▶ **Exercise description**: Repeat the data that follows in full. Do not include the pictures.
"""
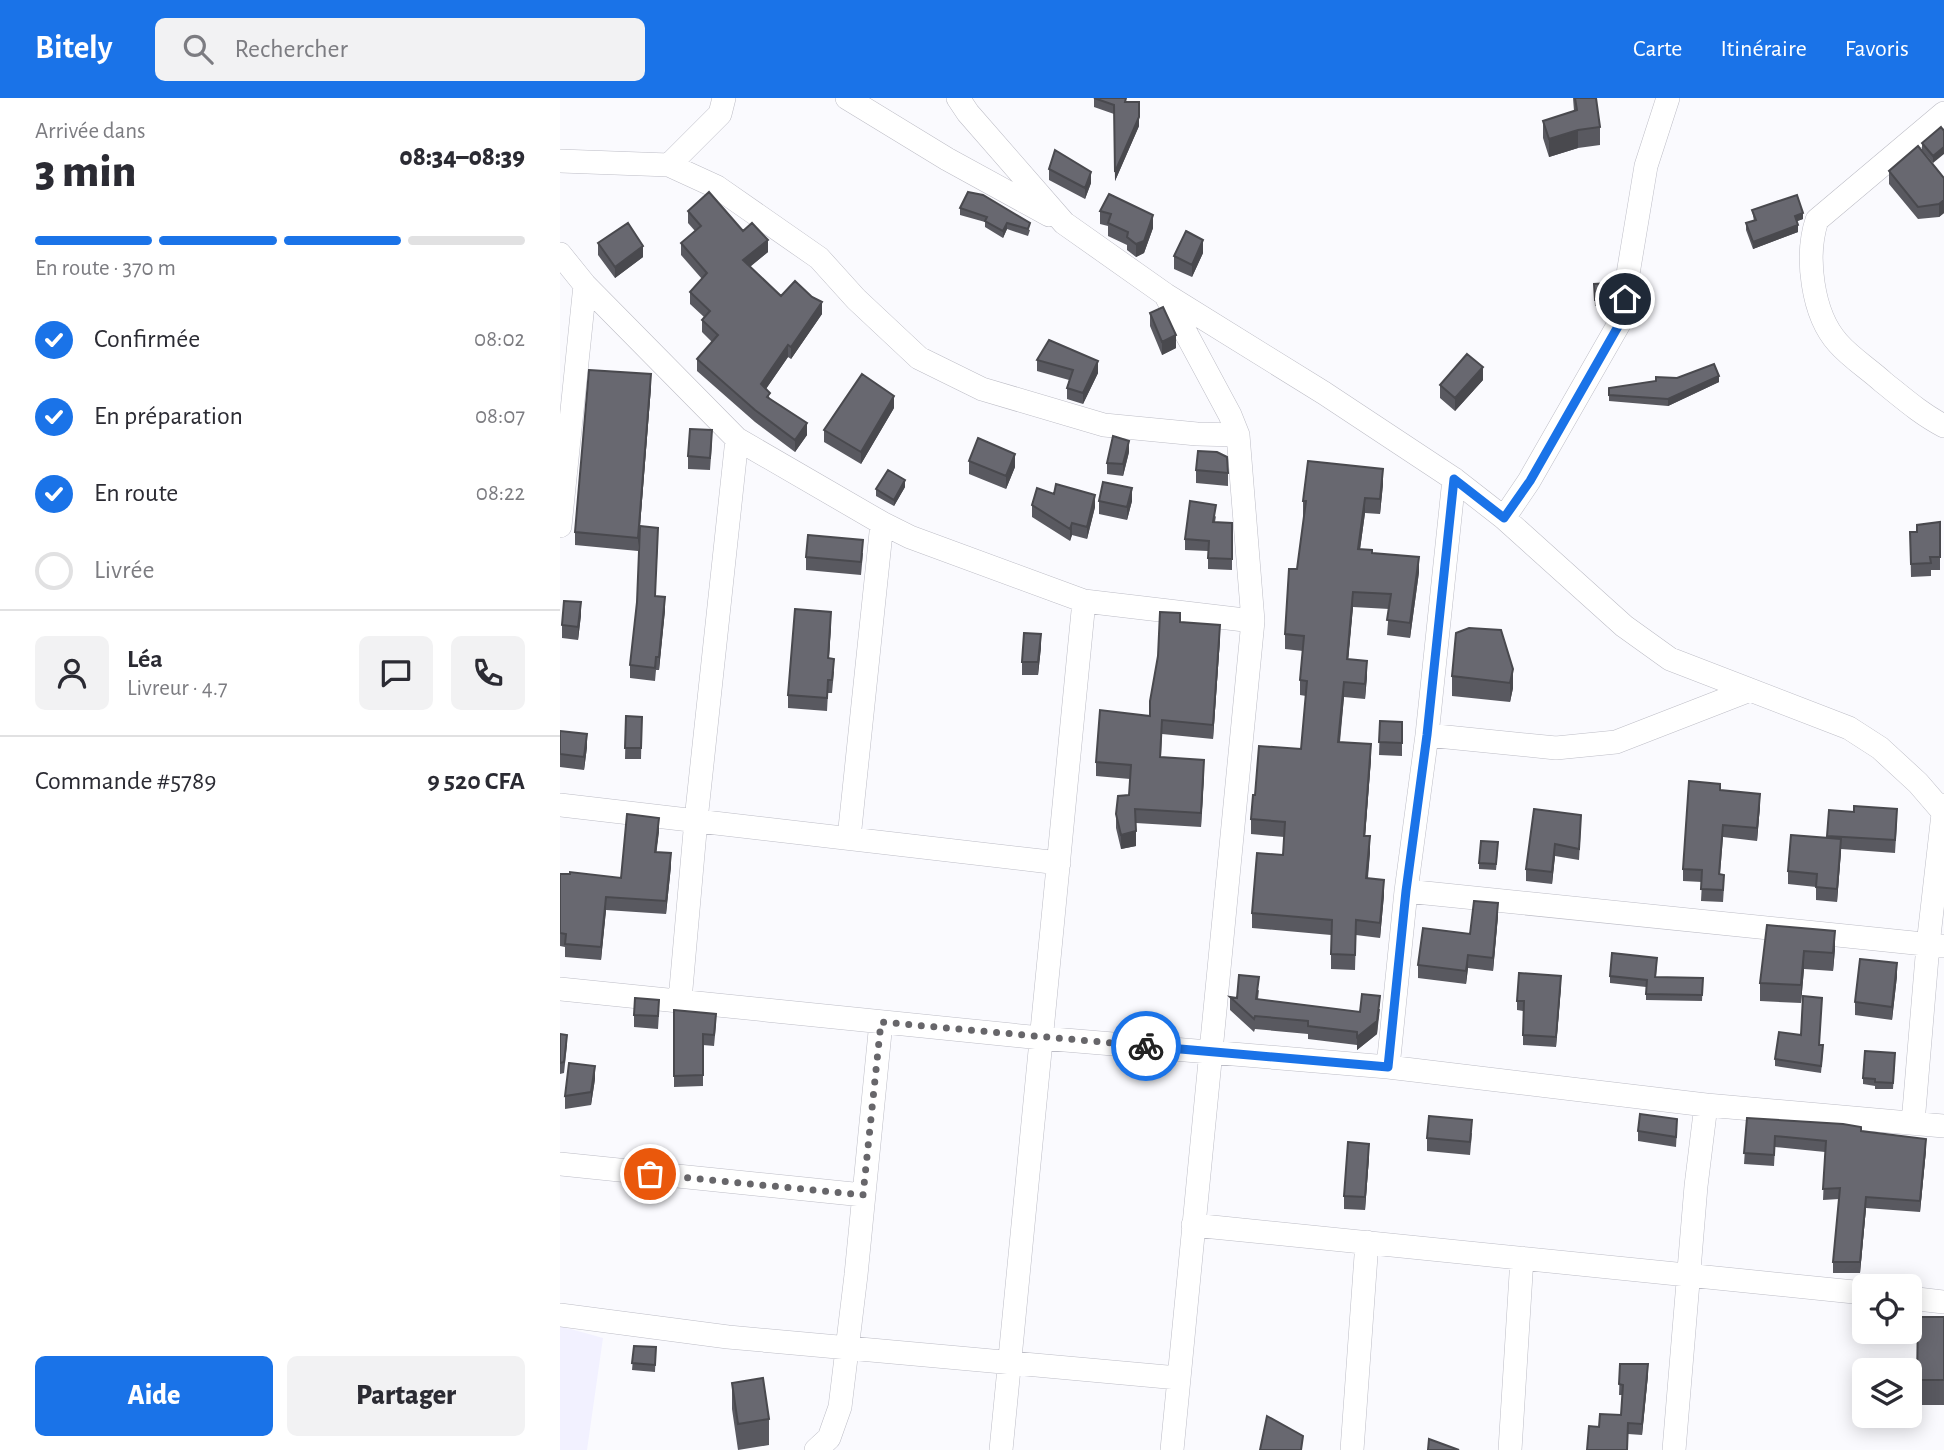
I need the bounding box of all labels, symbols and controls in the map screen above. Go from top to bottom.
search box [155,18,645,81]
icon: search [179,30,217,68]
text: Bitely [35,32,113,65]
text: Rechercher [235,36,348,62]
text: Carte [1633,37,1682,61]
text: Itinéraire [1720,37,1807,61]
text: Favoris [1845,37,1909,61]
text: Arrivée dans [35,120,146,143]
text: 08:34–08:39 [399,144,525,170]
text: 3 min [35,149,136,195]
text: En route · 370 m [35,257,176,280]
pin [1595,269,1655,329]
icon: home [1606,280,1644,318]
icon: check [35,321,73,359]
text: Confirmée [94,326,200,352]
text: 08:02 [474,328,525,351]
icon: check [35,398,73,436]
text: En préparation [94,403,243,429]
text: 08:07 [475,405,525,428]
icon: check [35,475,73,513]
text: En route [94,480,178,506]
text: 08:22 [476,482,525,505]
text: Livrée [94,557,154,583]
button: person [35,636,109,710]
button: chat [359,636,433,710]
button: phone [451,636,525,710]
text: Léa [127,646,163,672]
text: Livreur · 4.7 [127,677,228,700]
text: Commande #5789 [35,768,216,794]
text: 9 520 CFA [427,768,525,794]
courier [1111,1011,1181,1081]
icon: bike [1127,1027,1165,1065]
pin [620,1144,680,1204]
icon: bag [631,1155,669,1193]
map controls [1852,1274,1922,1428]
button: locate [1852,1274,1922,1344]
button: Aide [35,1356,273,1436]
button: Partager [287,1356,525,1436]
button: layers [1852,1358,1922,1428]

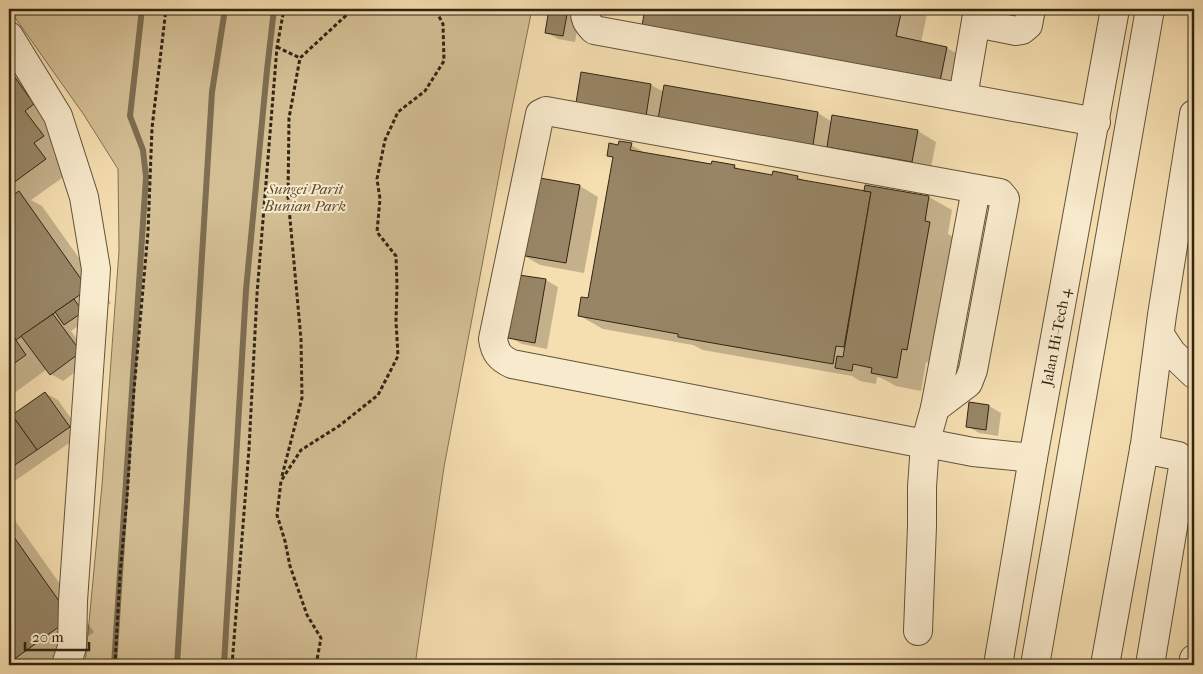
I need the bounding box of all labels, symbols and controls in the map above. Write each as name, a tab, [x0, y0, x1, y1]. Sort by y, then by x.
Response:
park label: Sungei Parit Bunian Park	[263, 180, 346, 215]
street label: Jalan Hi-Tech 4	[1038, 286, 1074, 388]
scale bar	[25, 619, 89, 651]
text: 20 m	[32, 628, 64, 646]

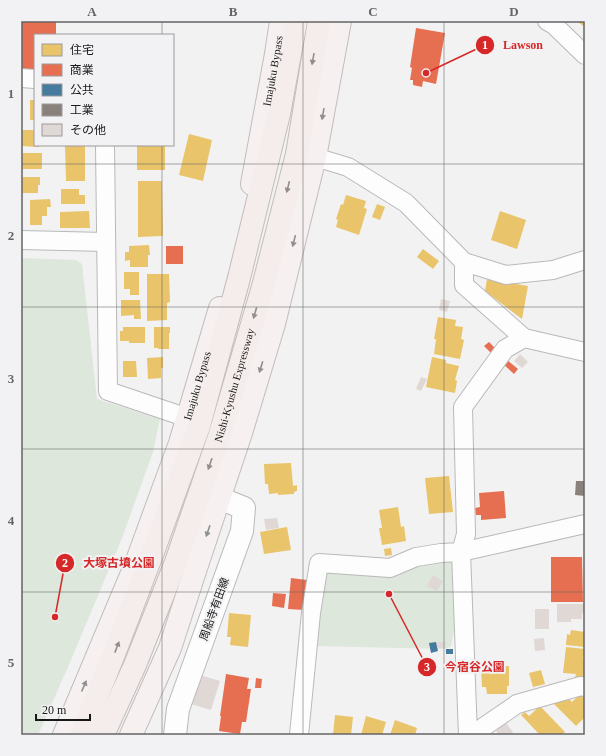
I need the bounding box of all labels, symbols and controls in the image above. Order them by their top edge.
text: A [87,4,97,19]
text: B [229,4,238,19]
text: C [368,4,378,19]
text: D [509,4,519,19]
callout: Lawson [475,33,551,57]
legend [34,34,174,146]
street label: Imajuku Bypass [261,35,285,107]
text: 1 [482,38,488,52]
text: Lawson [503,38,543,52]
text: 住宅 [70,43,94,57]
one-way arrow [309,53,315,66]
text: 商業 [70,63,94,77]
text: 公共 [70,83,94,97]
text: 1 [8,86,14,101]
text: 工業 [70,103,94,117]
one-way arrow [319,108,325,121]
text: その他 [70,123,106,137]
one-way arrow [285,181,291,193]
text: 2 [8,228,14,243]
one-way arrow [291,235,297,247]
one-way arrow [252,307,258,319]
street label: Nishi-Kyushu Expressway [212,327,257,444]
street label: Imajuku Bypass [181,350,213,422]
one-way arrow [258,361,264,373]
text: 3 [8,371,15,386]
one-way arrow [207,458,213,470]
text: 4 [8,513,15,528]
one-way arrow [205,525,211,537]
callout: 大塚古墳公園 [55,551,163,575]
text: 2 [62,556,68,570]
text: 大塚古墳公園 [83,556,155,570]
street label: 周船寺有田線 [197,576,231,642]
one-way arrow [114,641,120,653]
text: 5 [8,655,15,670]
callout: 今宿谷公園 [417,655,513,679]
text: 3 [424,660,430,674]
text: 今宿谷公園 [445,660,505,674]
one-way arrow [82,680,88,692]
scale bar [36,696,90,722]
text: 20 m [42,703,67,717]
"""
▶ **Output of the task**:
I need the bounding box of all labels, symbols and controls in the map screen above. Go from top to bottom.
search box [155,18,645,81]
icon: search [179,30,217,68]
text: Bitely [35,32,113,65]
text: Rechercher [235,36,348,62]
text: Carte [1633,37,1682,61]
text: Itinéraire [1720,37,1807,61]
text: Favoris [1845,37,1909,61]
text: Arrivée dans [35,120,146,143]
text: 08:34–08:39 [399,144,525,170]
text: 3 min [35,149,136,195]
text: En route · 370 m [35,257,176,280]
pin [1595,269,1655,329]
icon: home [1606,280,1644,318]
icon: check [35,321,73,359]
text: Confirmée [94,326,200,352]
text: 08:02 [474,328,525,351]
icon: check [35,398,73,436]
text: En préparation [94,403,243,429]
text: 08:07 [475,405,525,428]
icon: check [35,475,73,513]
text: En route [94,480,178,506]
text: 08:22 [476,482,525,505]
text: Livrée [94,557,154,583]
button: person [35,636,109,710]
button: chat [359,636,433,710]
button: phone [451,636,525,710]
text: Léa [127,646,163,672]
text: Livreur · 4.7 [127,677,228,700]
text: Commande #5789 [35,768,216,794]
text: 9 520 CFA [427,768,525,794]
courier [1111,1011,1181,1081]
icon: bike [1127,1027,1165,1065]
pin [620,1144,680,1204]
icon: bag [631,1155,669,1193]
map controls [1852,1274,1922,1428]
button: locate [1852,1274,1922,1344]
button: Aide [35,1356,273,1436]
button: Partager [287,1356,525,1436]
button: layers [1852,1358,1922,1428]

I need the bounding box of all labels, symbols and controls in the map above. Write each as name, a tab, [x0, y0, x1, y1]. Sort by y, then by x.
Response:
park label: Sungei Parit Bunian Park	[263, 180, 346, 215]
street label: Jalan Hi-Tech 4	[1038, 286, 1074, 388]
scale bar	[25, 619, 89, 651]
text: 20 m	[32, 628, 64, 646]

I need the bounding box of all labels, symbols and controls in the image above. Order them by their top edge.
text: A [87,4,97,19]
text: B [229,4,238,19]
text: C [368,4,378,19]
text: D [509,4,519,19]
callout: Lawson [475,33,551,57]
legend [34,34,174,146]
street label: Imajuku Bypass [261,35,285,107]
text: 1 [482,38,488,52]
text: Lawson [503,38,543,52]
text: 住宅 [70,43,94,57]
one-way arrow [309,53,315,66]
text: 商業 [70,63,94,77]
text: 公共 [70,83,94,97]
text: 1 [8,86,14,101]
text: 工業 [70,103,94,117]
one-way arrow [319,108,325,121]
text: その他 [70,123,106,137]
one-way arrow [285,181,291,193]
text: 2 [8,228,14,243]
one-way arrow [291,235,297,247]
one-way arrow [252,307,258,319]
street label: Nishi-Kyushu Expressway [212,327,257,444]
street label: Imajuku Bypass [181,350,213,422]
one-way arrow [258,361,264,373]
text: 3 [8,371,15,386]
one-way arrow [207,458,213,470]
text: 4 [8,513,15,528]
one-way arrow [205,525,211,537]
callout: 大塚古墳公園 [55,551,163,575]
text: 2 [62,556,68,570]
text: 大塚古墳公園 [83,556,155,570]
street label: 周船寺有田線 [197,576,231,642]
one-way arrow [114,641,120,653]
text: 5 [8,655,15,670]
callout: 今宿谷公園 [417,655,513,679]
text: 3 [424,660,430,674]
text: 今宿谷公園 [445,660,505,674]
one-way arrow [82,680,88,692]
scale bar [36,696,90,722]
text: 20 m [42,703,67,717]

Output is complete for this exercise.